There is significant variety in how HD affects people from the causes, to things hoarded, and severity. There are various risk factors for hoarding including personality, family history, and stress levels. What we have found is that there is typically a historical disposition towards clutter when what we call a “trigger” event occurs that the affected person(s) is unable to cope with effectively. This could be losing a job, the death of a family member, a health issue or some other traumatic event, and drugs. We have assisted clients that hoard animals, urine, mail, clothing, or simply everything that makes its way into the home. The hoarding is exacerbated by isolation. It may be a depression or debilitating illness/injury that prevents the hoarder from keeping up with their home, but as the situation worsens, embarrassment causes them to withdraw further and try to hide the situation from friends, family and neighbors.
Hoarding can cause significant damage to a home. The National Study Group on Compulsive Disorganization created a clutter hoarding scale with five levels of hoarding ranging from clutter to total inaccessibility of areas of the home and interruptions to the utilities. It can also lead to other issues such as rodent infestations and mold. The sooner it is addressed the better it is for the person’s quality of life, health, property, and pocket book.
We suggest property managers do preventative maintenance checks on a regular basis to protect their own assets. If the hoarder is the homeowner though, it can be more challenging, because their cooperation will be required if they are still living. (We receive many calls from family members who have inherited properties from a hoarder).
We love receiving calls from people with the disorder that recognize they need help and are ready to make a change! Often times though, the call comes from a concerned friend or family member, and what we’ve found is that some sort of leverage may be required to motivate the property owner. This could be a red tag from code compliance, a visit from the sheriff’s office or an eviction notice from their landlord.
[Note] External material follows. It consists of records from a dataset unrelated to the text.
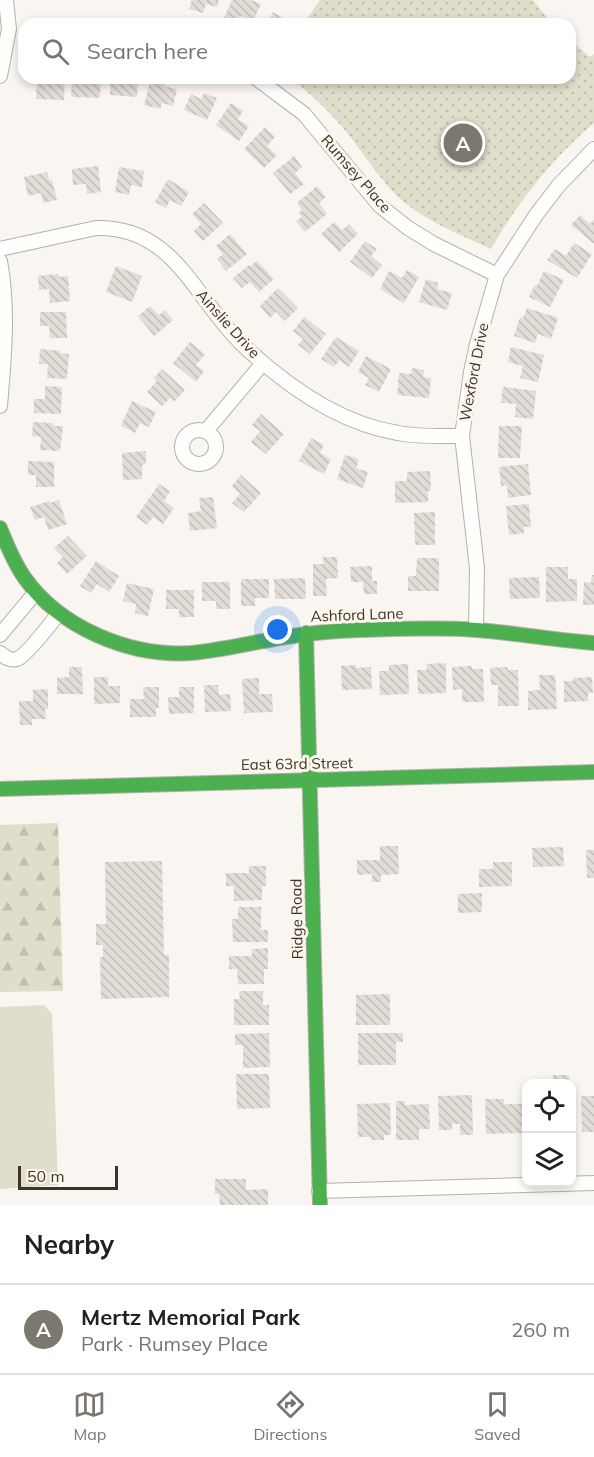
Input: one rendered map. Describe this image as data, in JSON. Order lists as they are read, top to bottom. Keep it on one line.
{"streets":{"street":["Rumsey Place","Ainslie Drive","Wexford Drive","Ashford Lane","East 63rd Street","Ridge Road"]},"crossings":[["Rumsey Place","Wexford Drive"],["Ainslie Drive","Wexford Drive"],["Wexford Drive","Ashford Lane"],["Ashford Lane","Ridge Road"],["East 63rd Street","Ridge Road"]],"scale_bar":"50 m","page":{"search":"Search here","pins":"A","scale":"50 m","heading":"Nearby","list":[{"mark":"A","name":"Mertz Memorial Park","note":"Park · Rumsey Place","value":"260 m"}],"nav":["Map","Directions","Saved"]}}
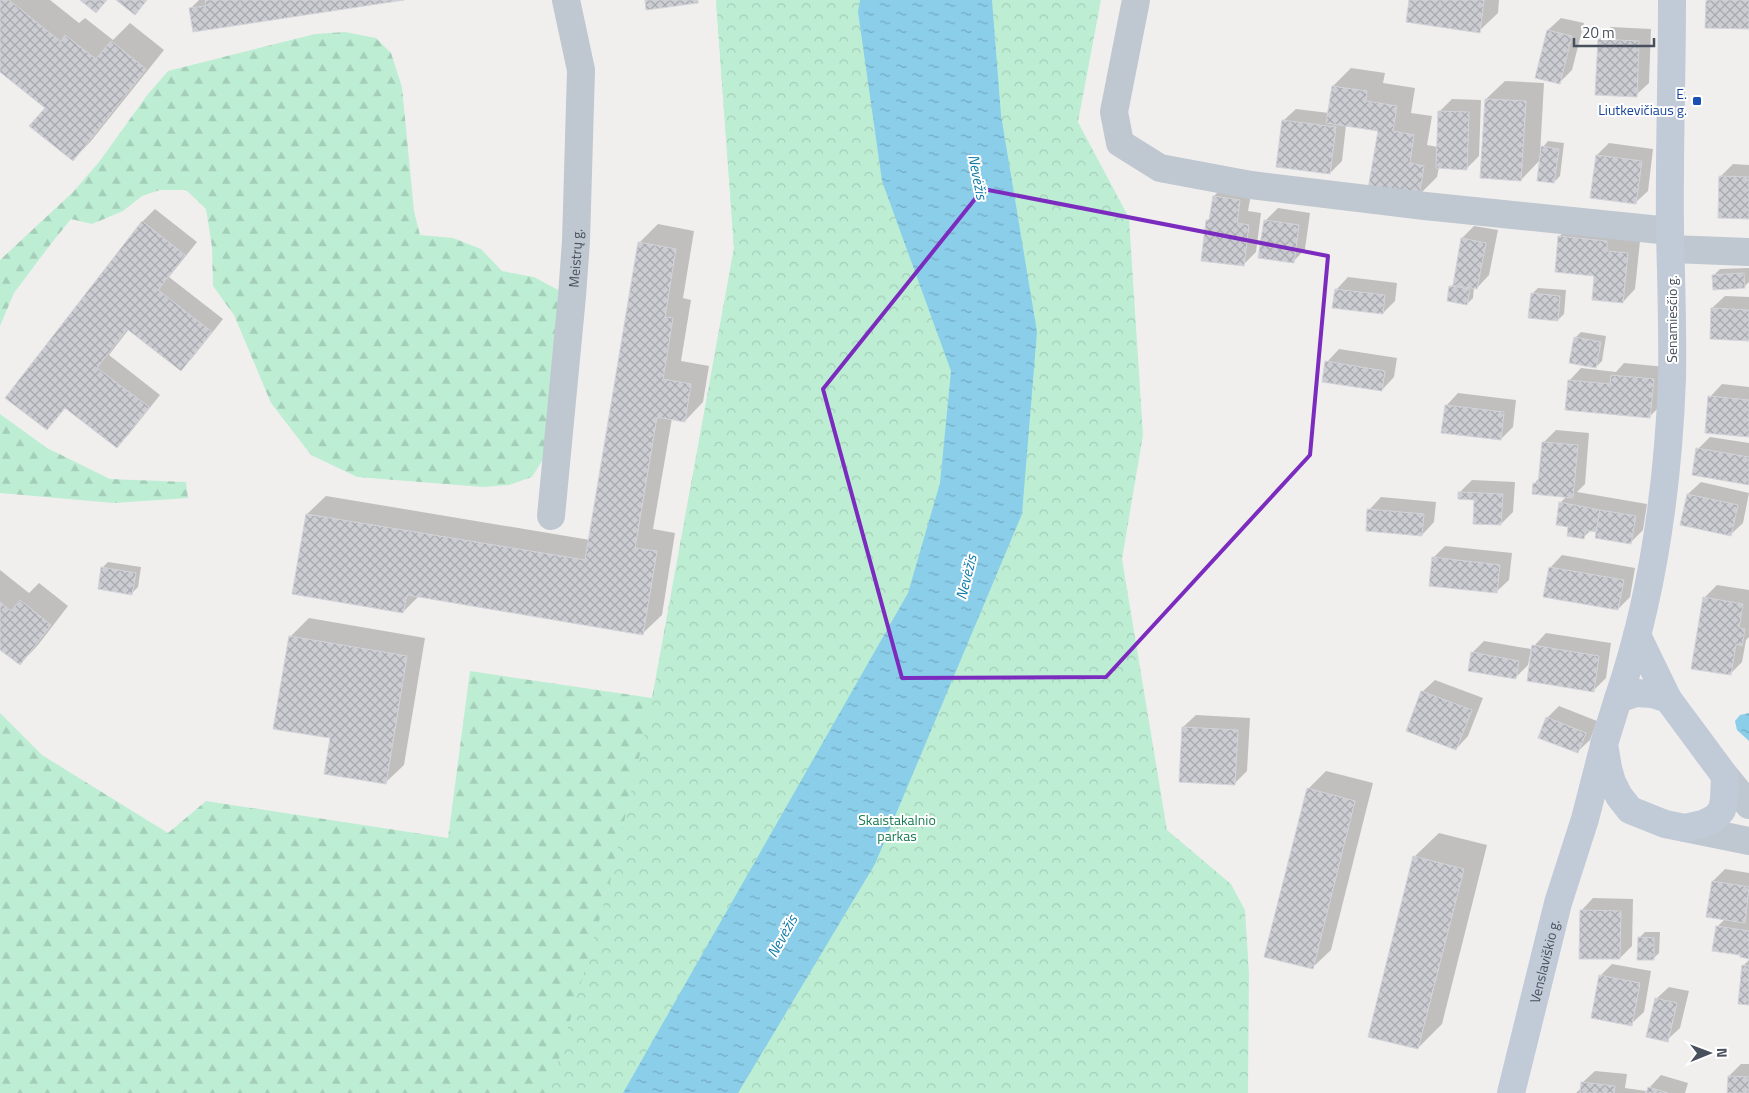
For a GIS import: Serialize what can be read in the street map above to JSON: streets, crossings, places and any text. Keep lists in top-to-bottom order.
{
  "streets": {
    "main road": ["Senamiesčio g.", "Venslaviškio g."],
    "street": ["Meistrų g."]
  },
  "crossings": [
    ["Senamiesčio g.", "Venslaviškio g."]
  ],
  "water": ["Nevėžis"],
  "parks": ["Skaistakalnio parkas"],
  "places": {
    "transit": ["E. Liutkevičiaus g."]
  },
  "scale_bar": "20 m",
  "north": "right"
}
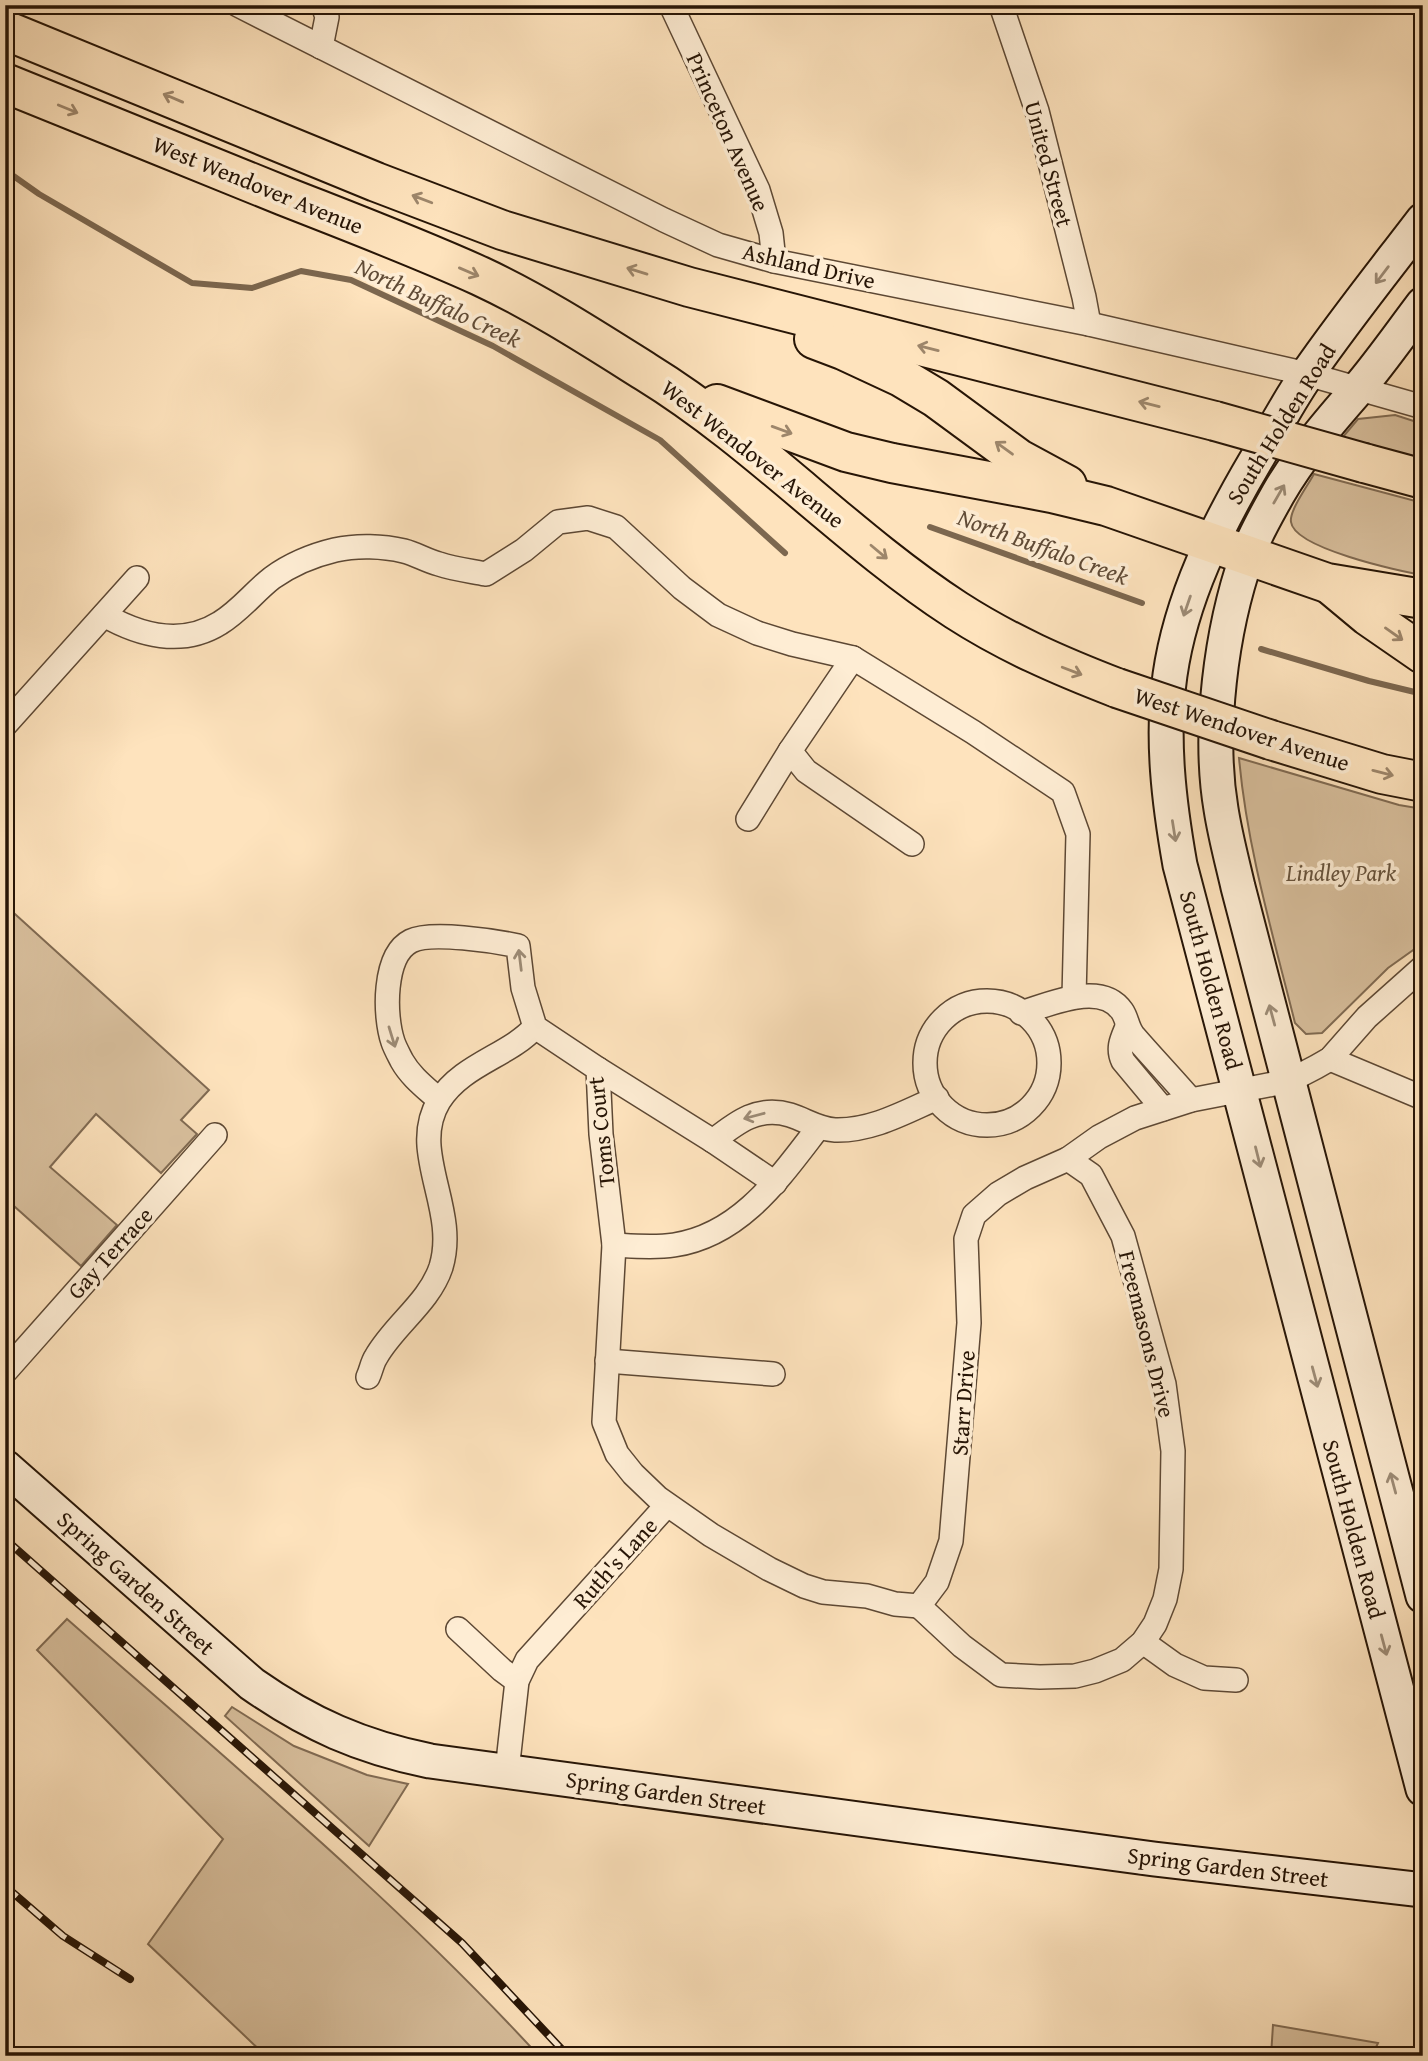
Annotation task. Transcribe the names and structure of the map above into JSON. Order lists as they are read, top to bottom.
{
  "streets": {
    "highway": ["West Wendover Avenue"],
    "main road": ["South Holden Road", "Spring Garden Street"],
    "street": [
      "Princeton Avenue",
      "United Street",
      "Ashland Drive",
      "Toms Court",
      "Gay Terrace",
      "Freemasons Drive",
      "Starr Drive",
      "Ruth's Lane"
    ]
  },
  "crossings": [
    ["Princeton Avenue", "Ashland Drive"],
    ["United Street", "Ashland Drive"],
    ["Ashland Drive", "South Holden Road"],
    ["South Holden Road", "Starr Drive"],
    ["Toms Court", "Ruth's Lane"],
    ["Freemasons Drive", "Starr Drive"],
    ["Ruth's Lane", "Spring Garden Street"]
  ],
  "water": ["North Buffalo Creek"],
  "parks": ["Lindley Park"]
}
All of Bio-One’s hoarding jobs are custom-designed to meet the needs of the client because every situation is different. It usually starts with a free phone consultation followed by a free on-site estimate when the family is ready. We walk the property with the client(s) to empathize with their challenges and define our scope. We will put together a proposal for their review and adjust with feedback if necessary. We encourage a 1-page “Recovery List” from the family that we will ensure our crew is on the lookout for. This includes items of obvious value like money, jewelry, or important documents, as well as items of sentimental value like pictures and family keepsakes. These will be stored in a safe zone for the family’s review.
Besides decluttering a home, Bio-One can remove soiled carpets, recover feces or dead animals, sanitize & deep clean, perform mold remediation, and connect the clients to other reputable trades. We understand that hoarding is very stressful for all parties involved, and our team approaches every situation with sensitivity and respect.